> Provided records:
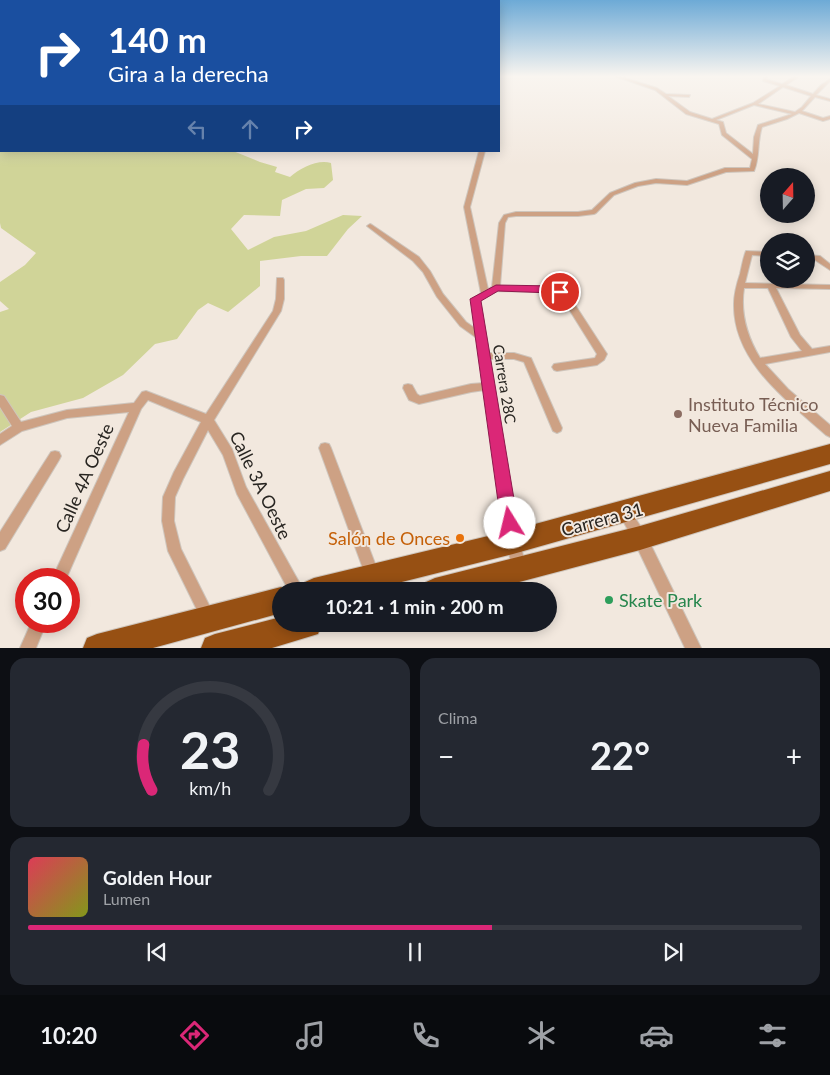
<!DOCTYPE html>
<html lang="es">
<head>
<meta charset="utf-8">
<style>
	body { margin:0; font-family:Lato,sans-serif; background:#242831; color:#f1f3f6; height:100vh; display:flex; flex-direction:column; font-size:19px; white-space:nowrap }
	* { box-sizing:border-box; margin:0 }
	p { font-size:16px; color:#9ea1a6 }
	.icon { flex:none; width:28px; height:28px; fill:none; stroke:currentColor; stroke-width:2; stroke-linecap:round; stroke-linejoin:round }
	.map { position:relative; height:648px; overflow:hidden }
	.panel { display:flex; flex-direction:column; gap:10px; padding:10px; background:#0d0f14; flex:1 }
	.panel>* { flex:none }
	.top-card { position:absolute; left:0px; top:0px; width:500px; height:152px; box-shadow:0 2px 12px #0003; background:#1a4fa0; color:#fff; overflow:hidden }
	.needle { width:32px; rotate:20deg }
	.controls { position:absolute; left:760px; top:168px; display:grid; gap:10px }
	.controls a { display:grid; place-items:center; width:55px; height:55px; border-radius:50%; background:#171b24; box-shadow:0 2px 12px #0003; font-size:25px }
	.speed { position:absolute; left:15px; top:568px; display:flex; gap:10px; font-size:25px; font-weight:700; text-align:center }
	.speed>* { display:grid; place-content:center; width:65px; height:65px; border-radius:50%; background:#171b24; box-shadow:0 2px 12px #0003; line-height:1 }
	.speed .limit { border:8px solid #d22; background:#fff; color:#111 }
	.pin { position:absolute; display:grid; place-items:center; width:42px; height:42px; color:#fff; margin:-21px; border:2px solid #fff; border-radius:50%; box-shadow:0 1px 5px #0007 }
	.me { position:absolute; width:55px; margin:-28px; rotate:351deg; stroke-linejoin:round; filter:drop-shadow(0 0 4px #0008) }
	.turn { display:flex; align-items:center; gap:18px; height:105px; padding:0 25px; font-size:22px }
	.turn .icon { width:65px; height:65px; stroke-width:2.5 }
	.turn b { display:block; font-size:35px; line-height:42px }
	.lanes { display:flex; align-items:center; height:48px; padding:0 25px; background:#0003; justify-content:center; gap:25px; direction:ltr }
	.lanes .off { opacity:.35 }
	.big { font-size:38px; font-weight:700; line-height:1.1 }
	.panel .card { flex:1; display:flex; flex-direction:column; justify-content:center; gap:8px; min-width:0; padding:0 18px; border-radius:15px; background:#242831 }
	.panel .dial { align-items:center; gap:0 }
	.dial svg { height:130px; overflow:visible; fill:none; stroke:#363941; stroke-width:7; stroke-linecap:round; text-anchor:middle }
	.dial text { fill:#f1f3f6; stroke:none }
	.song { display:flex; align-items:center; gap:15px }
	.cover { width:60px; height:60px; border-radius:8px; background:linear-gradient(135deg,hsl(350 70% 55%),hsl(70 70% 35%)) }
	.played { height:5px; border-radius:2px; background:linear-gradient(90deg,#db2777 60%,#363941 60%) }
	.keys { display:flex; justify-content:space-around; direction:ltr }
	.heat { display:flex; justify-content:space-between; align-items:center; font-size:28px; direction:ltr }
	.panel .tiles { flex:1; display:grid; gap:10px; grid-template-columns:1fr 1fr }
	.card:last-child { grid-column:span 2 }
	.trip { position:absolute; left:272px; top:582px; width:285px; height:50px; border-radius:25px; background:#171b24; box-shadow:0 2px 12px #0003; font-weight:700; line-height:50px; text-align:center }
	.dock { display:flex; height:80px; justify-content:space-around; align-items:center; background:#090b0e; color:#9ea1a6 }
	.dock .icon { width:35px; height:35px }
	.dock .current { color:#db2777 }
	.dock b { font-size:22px; color:#f1f3f6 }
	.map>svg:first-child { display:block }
	.green { fill:#d0d498 }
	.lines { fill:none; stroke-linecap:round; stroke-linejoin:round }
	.street-casing { stroke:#cec5bc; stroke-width:2 }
	.highway-casing { stroke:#cec5bc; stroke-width:2 }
	.street { fill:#cda184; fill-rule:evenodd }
	.highway { fill:#975013; fill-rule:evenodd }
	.route { fill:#db2777; stroke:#8e194d }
	.education-dot { fill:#8d6e63; stroke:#f2e8de; stroke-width:2 }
	.food-dot { fill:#e8710a; stroke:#f2e8de; stroke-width:2 }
	.leisure-dot { fill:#2e9e5b; stroke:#f2e8de; stroke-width:2 }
	.labels { text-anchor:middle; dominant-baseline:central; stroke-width:4; stroke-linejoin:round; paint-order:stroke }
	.street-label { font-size:15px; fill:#282521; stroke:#f2e8de }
	.near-education-label { font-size:18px; fill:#785e54; stroke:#f2e8de; text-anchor:start }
	.near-street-label { font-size:18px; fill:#282521; stroke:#f2e8de }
	.near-food-label { font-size:18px; fill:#c56008; stroke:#f2e8de; text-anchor:end }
	.near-leisure-label { font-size:18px; fill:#27864d; stroke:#f2e8de; text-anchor:start }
</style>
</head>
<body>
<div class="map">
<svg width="830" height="648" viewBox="0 0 830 648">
	<rect width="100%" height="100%" fill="#f2e8de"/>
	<path class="green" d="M0 100 1 151H233L260 162 277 167 275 172 290 177C300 168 318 159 331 163L333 180 324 188 306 189 282 200 280 216 244 215 231 229 248 250 274 237 306 231 343 215 362 216 348 229 327 256H301L260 261V286L228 312 208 303 198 310 177 339 155 344 123 375 83 398 31 412 0 432V312L9 309 0 301V282L25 265 36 253 1 228 0 223Z"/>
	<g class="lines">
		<defs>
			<path id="street" d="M614 76H619L657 88 666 94 690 95 689 97 668 96 690 112 712 119 753 103 780 86 763 81 764 76H768L766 79 782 84 795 76H797V78L786 85 813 94 821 85 830 79V81L816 95 830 99V101L815 97 802 111 823 118 830 116V119L823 121 799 113 787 119 762 127C757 142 760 157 754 171L726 172 687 185 656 183 638 186 614 195 596 213 594 214 578 216H516L508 217 505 223 500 286 555 287 568 294 607 354 604 360 597 365 557 371 554 370 552 367 554 364 595 358 597 354 562 298 554 292 497 291 480 300 489 353H514L531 358 562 428 561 431 557 433 553 431 524 362 514 359H490L520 542 526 569 524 574 519 576 514 574 506 542 485 390 471 392 419 404 409 400 403 388 404 385 408 384 412 385 417 394 420 396 471 384 484 383 478 339 460 326 437 297 423 272 413 261 367 226 370 224 372 225 419 257 430 271 443 294 466 322 476 329 472 299 481 293 464 207 479 151H485L470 207 488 289 492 287 499 223 504 215 516 212H578L592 210 610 193 635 183 656 179 687 181 725 168H750L752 159 722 135 719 124 686 114 655 90ZM783 87 811 96 802 107 795 112 758 104ZM754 105 792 114 758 125 754 137 753 154 726 133 723 122 716 120Z
				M746 251 769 252V256L752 255 745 283 830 285V289L776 288 800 335 812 349 830 346V352L765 364 788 389 830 425V437L826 435C788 401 733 362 734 304 734 294 737 283 740 274 742 266 743 258 746 251ZM744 288H768L791 337 802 351 760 358C747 336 740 314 744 288Z
				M806 255 820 256 830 264V270L815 260 806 259Z
				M277 278H283L284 280V299L281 311 214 420 232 449 246 487 304 591H289L237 494 223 455 208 430 183 479 175 497 174 521 181 549 215 617 213 622 208 624 203 622 168 551 162 521 163 497 174 472 201 422 148 400 141 409 66 579H52L129 412 67 418 22 431 0 445V434L12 426 0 407V395L4 396 21 422 67 410 134 403 142 392 146 391 206 414 273 311 276 299Z
				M325 443 329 444 331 448 379 574 377 579 372 581 367 579 365 574 319 448 321 444Z
				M55 451 59 452 61 456 59 460 5 549 0 551V532L51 452Z
				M625 507 629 509 645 533 701 648H685L635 543 621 517 619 513 621 509Z
				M32 621H47L36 648H20Z"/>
			<path id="highway" d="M830 444V464L513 554 366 591H301L305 582 314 578 513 530Z
				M830 471V491L640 550 485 591H422L426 582 435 578 640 526Z
				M281 587 291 591H281V613L153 648H83L87 638 97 634Z
				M281 617V624H322L318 634 272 648H201L205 638 215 634Z"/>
		</defs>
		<use href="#street" class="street-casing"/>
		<use href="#highway" class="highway-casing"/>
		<use href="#street" class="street"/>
		<use href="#highway" class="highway"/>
	</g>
	<linearGradient id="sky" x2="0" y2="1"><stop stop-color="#6daad6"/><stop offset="0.46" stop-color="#f9f5f0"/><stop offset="1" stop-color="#f9f5f0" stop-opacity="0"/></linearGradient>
	<rect width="830" height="166" fill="url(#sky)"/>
	<path class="route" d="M496 285 555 286 565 292 560 295 553 293 498 291 481 301 518 523 516 529 510 531 504 529 501 523 470 299Z"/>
	<circle class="education-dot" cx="678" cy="414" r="5"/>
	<circle class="food-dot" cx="460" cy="538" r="5"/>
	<circle class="leisure-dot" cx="609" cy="600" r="5"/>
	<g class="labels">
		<g class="street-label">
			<text transform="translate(505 384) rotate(81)">Carrera 28C</text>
		</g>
		<g class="near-education-label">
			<text x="688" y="404">Instituto Técnico<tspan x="688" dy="21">Nueva Familia</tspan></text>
		</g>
		<g class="near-street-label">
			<text transform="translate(84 478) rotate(-66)">Calle 4A Oeste</text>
			<text transform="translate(261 485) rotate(64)">Calle 3A Oeste</text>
			<text transform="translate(602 519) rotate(-15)">Carrera 31</text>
		</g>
		<g class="near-food-label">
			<text x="450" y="538">Salón de Onces</text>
		</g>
		<g class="near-leisure-label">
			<text x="619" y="600">Skate Park</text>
		</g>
	</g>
</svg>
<div class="controls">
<a><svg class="needle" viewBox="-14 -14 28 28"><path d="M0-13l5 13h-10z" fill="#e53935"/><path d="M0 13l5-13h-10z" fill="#9ea1a6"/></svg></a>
<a><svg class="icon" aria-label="layers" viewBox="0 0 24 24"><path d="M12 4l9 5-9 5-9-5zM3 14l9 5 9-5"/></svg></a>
</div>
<div class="speed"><div class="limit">30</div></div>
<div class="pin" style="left:560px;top:292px;background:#d93025"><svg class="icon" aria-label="arrive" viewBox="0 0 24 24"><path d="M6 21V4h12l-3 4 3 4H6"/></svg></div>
<svg class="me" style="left:510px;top:523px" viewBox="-20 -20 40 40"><circle r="19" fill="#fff"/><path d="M0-13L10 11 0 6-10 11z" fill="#db2777"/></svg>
<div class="trip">10:21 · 1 min · 200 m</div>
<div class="top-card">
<div class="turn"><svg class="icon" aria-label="right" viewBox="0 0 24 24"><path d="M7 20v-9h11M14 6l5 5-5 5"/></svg><div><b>140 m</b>Gira a la derecha</div></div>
<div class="lanes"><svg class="icon off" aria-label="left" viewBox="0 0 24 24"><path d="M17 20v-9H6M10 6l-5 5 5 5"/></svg><svg class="icon off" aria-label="ahead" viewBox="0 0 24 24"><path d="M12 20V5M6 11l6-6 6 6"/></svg><svg class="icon" aria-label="right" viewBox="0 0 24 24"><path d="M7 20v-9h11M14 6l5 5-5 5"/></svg></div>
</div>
</div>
<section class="panel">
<div class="tiles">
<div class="card dial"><svg viewBox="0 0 100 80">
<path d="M14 69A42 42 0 1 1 86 69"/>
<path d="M14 69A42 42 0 0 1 9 41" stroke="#db2777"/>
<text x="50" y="56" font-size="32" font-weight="700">23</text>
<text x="50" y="72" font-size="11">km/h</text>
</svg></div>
<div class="card"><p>Clima</p>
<div class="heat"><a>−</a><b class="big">22°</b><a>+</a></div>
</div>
<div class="card">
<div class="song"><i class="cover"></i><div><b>Golden Hour</b><p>Lumen</p></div></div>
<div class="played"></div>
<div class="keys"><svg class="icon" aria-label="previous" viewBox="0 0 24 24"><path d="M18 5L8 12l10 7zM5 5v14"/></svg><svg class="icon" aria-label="pause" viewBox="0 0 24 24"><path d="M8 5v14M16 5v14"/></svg><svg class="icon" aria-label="next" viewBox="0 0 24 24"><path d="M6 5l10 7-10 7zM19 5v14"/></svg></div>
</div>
</div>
</section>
<nav class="dock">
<b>10:20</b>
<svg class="icon current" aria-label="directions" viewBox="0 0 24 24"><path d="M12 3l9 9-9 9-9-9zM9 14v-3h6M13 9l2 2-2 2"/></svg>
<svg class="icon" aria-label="music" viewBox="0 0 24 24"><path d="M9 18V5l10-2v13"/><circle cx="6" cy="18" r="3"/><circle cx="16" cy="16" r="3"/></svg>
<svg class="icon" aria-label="phone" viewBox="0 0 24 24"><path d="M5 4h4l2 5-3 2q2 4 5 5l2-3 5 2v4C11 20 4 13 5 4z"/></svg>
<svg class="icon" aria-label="climate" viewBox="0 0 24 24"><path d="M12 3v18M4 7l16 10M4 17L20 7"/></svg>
<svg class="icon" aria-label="car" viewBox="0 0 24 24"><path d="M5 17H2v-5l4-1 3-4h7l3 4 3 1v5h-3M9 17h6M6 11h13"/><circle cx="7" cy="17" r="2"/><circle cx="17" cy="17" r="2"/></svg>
<svg class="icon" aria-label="filters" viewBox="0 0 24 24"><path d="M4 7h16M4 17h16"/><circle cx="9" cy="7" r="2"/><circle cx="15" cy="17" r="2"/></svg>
</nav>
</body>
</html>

> Work task: Would you report every line of the entries above containing the word "lines"?

> Result of this exercise:
	.lines { fill:none; stroke-linecap:round; stroke-linejoin:round }
	<g class="lines">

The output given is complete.